CASSY besteht aus unterschiedlichen Modulen, die ständig Daten der Luftfahrzeugsysteme (Aircraft Systems), der Umwelt (Wetter, etc.), der Luftverkehrskontrollstelle (Air Traffic Control) und der Cockpitbesatzung verarbeiten und abgleichen. Der Besatzung werden z.B. bei Routenumplanungen neue Routenvorschläge unter Berücksichtigung des Flugauftrages gemacht.

Der Aufbau des Assitenzsystems ist in Abbildung 2.1 (Abb. 2.1) dargestellt. Insgesamt sind in dieser Abbildung sechs verschiedene Module aufgeführt.

Das Automatic Flight Planner Modul (AFP; Automatisches-Flugplanungs-Modul) erstellt komplette Flugpläne unter Zuhilfenahme der Informationen über Missionsziel, ATC-Anweisungen, Flugzeugsysteme und Umgebungsdaten. Hierbei werden die ATC-Anweisungen, die Systeminformationen und die Umgebungsdaten ständig über Schnittstellen aufgearbeitet. Die Informationen dagegen, die das Missionsziel betreffen sind, in einem Shared Memory (Zentralen Situationsdatenbank) abgespeichert. Die exakte Vorgehensweise zur Bestimmung der Ziele und Aufgaben während einer Mission wird in dieser Studienarbeit an anderer Stelle noch erläutert. Der vom AFP generierte Flugplan (oder auch die Flugpläne) wird der Crew über eine Dialogschnittstelle präsentiert. Einer der vorgeschlagenen Flugpläne kann akzeptiert oder modifiziert werden. Ist einmal ein Plan ausgewählt, dient er CASSY als Arbeitsgrundlage für alle weiteren Module.

Abbildung in dieser Leseprobe nicht enthalten

Abbildung 2.1 - Aufbau des Assistenzsystems CASSY/CAMA

Ein weiteres wichtiges Modul ist der Piloting Expert (PE), der auf der Basis des gültigen Flugplans das erwartete Verhalten der Besatzung bereitstellt. Dieses Verhaltensmodell orientiert sich an den Pilotenhandbüchern und den Luftverkehrsregeln. Es beinhaltet Informationen über die Flugführung, wie z.B. Handlungsabläufe bei Missed Approach Procedures, usw. .

Das Pilot Intent and Error Recognition Modul (PIER) vergleicht das vom Piloting Expert erwartete Verhaltensmodell mit dem tatsächlichen Verhalten der Crew. Sollten dabei Abweichungen festgestellt werden, wird die Besatzung informiert und aufgetretene Fehler werden der Crew mitgeteilt.

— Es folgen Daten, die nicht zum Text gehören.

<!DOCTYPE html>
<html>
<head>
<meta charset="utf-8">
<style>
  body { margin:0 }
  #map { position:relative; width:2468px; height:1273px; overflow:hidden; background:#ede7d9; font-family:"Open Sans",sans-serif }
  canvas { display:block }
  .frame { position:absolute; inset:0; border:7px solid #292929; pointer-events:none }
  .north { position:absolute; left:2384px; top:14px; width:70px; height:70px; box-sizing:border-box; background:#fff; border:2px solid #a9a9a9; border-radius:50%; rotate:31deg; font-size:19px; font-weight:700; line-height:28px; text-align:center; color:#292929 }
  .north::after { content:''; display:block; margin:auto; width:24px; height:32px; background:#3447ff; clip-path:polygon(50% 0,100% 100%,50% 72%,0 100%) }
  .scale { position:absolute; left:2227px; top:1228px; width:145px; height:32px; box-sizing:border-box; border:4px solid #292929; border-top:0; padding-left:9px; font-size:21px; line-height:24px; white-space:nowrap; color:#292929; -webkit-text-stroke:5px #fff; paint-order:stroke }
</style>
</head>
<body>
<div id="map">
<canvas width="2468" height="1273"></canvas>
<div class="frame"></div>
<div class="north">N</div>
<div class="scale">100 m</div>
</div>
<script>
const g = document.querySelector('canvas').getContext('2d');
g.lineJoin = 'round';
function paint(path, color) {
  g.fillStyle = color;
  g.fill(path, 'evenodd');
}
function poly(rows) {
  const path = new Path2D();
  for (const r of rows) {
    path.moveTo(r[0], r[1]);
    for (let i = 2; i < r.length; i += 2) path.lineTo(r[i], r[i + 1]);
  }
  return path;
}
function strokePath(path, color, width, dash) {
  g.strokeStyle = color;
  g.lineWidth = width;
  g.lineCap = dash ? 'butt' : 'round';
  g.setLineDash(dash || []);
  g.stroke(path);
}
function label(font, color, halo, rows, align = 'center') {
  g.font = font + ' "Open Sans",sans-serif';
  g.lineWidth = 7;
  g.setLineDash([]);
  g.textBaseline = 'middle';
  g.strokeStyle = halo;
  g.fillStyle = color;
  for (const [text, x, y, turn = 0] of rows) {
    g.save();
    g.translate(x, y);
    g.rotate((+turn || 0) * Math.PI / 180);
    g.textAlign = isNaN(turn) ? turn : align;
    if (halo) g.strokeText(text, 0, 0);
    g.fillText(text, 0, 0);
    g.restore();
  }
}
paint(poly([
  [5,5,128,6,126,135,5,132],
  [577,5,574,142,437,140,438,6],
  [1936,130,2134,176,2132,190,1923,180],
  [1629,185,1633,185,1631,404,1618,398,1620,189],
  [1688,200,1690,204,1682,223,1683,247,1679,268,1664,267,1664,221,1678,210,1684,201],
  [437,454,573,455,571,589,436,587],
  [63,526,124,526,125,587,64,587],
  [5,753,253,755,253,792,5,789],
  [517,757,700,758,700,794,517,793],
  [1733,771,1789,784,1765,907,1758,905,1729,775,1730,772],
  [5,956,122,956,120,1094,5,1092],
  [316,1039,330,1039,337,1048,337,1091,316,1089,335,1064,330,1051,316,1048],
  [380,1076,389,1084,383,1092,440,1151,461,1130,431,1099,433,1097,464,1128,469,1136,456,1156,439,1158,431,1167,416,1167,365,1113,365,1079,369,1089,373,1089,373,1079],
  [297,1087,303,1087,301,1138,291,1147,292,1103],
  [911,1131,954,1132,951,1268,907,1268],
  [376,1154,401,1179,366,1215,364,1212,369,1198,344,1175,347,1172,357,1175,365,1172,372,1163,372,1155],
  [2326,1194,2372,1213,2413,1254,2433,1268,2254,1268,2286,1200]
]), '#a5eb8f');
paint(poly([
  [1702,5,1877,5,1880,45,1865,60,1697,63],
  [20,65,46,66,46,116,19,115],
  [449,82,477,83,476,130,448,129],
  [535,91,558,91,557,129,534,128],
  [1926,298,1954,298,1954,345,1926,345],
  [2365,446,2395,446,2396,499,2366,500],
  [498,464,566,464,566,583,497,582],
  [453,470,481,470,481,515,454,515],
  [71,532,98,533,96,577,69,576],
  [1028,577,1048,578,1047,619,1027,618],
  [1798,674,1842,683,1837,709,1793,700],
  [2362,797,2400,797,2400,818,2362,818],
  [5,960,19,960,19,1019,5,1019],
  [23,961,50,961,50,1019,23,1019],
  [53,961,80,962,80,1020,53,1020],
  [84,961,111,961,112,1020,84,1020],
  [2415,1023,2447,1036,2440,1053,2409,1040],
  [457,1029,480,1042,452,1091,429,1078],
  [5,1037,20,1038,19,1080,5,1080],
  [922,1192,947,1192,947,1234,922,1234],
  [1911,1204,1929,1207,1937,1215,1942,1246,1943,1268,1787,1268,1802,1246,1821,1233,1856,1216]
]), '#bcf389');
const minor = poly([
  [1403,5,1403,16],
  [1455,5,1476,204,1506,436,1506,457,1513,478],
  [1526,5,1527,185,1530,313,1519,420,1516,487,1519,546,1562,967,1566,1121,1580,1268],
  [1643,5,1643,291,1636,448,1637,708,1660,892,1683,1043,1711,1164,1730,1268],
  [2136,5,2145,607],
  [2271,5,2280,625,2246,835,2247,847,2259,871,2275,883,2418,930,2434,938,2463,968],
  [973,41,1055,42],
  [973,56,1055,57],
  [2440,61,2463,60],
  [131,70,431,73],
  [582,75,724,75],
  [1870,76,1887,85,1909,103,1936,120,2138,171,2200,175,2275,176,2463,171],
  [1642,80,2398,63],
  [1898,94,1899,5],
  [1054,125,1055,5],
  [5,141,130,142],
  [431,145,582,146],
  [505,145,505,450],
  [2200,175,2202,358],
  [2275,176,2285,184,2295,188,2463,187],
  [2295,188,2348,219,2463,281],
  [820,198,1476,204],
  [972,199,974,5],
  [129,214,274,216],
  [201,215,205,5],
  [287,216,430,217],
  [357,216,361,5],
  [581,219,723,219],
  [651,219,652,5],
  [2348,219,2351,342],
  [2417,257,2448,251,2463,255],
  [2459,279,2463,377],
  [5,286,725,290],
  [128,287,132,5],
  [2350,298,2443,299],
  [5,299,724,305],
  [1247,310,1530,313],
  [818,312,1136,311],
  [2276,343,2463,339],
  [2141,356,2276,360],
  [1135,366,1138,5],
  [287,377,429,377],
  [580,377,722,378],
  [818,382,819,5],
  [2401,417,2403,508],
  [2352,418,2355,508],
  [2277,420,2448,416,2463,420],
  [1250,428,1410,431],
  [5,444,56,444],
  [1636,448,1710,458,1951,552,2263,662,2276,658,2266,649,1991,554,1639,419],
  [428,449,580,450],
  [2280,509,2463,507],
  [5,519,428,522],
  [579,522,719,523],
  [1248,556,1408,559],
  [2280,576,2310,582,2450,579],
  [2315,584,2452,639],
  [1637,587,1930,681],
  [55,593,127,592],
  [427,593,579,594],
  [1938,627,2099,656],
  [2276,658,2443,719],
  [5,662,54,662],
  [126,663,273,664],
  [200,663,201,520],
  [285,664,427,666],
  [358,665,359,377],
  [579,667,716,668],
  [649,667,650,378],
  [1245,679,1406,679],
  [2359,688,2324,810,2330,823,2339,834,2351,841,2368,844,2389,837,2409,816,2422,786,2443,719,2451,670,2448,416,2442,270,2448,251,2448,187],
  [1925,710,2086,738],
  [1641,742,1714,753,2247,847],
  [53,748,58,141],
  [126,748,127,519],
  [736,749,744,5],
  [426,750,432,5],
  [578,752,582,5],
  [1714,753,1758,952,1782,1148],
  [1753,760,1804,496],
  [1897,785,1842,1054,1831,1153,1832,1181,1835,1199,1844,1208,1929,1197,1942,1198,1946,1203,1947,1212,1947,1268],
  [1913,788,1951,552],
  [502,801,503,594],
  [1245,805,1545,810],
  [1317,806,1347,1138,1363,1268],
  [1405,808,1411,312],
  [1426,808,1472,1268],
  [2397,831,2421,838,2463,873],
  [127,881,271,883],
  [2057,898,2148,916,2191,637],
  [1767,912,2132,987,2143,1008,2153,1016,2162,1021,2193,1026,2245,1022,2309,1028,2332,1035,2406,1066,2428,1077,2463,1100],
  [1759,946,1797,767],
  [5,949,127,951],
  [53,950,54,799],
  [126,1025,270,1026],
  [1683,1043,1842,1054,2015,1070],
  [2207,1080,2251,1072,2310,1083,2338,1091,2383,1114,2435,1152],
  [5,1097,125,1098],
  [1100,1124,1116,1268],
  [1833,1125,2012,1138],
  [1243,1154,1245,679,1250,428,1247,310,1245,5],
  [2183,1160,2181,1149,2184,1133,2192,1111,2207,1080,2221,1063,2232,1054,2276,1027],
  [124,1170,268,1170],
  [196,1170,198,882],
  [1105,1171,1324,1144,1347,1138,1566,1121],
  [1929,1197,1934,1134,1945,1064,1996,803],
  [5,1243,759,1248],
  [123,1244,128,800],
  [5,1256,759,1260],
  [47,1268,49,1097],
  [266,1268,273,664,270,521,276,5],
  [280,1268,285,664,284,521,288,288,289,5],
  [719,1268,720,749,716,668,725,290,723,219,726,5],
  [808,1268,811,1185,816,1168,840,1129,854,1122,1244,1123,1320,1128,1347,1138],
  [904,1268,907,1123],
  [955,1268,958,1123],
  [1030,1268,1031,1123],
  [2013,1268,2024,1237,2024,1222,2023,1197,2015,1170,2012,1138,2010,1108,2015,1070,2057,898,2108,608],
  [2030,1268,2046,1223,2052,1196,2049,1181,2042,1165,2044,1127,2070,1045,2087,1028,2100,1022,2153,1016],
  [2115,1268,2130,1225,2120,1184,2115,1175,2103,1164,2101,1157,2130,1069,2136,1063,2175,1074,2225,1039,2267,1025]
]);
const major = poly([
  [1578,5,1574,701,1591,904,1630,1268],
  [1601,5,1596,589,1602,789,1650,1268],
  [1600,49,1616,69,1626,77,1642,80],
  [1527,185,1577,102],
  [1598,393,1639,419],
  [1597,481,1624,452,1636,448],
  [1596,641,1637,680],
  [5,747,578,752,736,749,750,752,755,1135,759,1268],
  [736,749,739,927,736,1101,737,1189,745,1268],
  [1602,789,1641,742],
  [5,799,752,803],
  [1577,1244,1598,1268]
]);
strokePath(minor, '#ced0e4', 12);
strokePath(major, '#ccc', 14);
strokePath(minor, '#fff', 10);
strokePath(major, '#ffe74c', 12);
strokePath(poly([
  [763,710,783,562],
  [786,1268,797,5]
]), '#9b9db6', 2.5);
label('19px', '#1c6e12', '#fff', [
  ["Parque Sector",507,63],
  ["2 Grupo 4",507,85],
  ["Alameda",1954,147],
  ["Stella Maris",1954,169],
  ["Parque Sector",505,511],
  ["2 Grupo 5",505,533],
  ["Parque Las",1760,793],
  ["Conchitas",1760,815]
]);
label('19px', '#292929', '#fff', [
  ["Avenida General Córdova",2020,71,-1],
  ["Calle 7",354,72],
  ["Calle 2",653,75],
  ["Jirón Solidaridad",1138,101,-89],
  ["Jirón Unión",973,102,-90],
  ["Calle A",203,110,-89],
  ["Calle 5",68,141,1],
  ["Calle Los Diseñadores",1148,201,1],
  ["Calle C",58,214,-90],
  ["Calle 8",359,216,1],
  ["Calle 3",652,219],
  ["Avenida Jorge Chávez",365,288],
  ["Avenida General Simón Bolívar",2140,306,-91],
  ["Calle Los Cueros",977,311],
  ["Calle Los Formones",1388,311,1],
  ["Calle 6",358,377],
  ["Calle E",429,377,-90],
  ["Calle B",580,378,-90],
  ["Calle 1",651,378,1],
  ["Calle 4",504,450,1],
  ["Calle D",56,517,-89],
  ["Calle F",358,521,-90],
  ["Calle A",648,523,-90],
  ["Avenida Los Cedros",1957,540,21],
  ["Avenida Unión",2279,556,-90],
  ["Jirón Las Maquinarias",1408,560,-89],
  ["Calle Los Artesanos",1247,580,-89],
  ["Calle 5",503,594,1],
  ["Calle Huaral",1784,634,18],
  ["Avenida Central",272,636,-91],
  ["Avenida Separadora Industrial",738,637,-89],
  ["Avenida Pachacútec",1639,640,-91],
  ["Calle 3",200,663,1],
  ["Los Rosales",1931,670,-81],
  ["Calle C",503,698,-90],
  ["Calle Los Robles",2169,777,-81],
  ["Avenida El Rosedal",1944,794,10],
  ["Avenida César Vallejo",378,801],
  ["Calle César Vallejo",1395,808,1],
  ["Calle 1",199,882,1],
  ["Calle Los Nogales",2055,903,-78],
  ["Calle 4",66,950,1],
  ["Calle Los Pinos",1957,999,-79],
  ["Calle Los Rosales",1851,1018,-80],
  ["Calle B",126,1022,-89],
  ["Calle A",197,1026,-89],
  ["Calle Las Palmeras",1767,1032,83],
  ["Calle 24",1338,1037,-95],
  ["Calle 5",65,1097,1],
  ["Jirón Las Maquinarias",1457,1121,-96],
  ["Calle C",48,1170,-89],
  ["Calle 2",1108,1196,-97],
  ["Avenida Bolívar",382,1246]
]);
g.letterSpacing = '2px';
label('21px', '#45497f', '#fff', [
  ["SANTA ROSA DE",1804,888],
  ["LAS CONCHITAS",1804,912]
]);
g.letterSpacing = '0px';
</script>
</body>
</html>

Zahlreiche weitere Module dienen der Situationsanalyse. Sie liefern Daten über den momentanen Flugzustand, über das Wetter, den Verkehr und über die Luftfahrzeugsysteme. Mit Hilfe der so gewonnenen Informationen arbeiten die oben angeführten Module und errechnen so z.B. einen neuen Flugplan.

Das Wichtigste an CASSY ist die Kommunikation mit der Cockpitbesatzung. Sie wird durch den Dialogue Manager (DM) abgewickelt. Die Informationsausgabe erfolgt entweder über einen Sprachsynthesizer, wenn es sich um Warnungen oder Hinweise handelt oder über einen Bildschirm, wenn es sich um komplexe Informationen, wie z.B. einen neu errechneten Flugplan handelt. Der Dialogue Manager muß selbständig eine Rangfolge der Nachrichten erstellen und diese der Priorität entsprechend ausgeben.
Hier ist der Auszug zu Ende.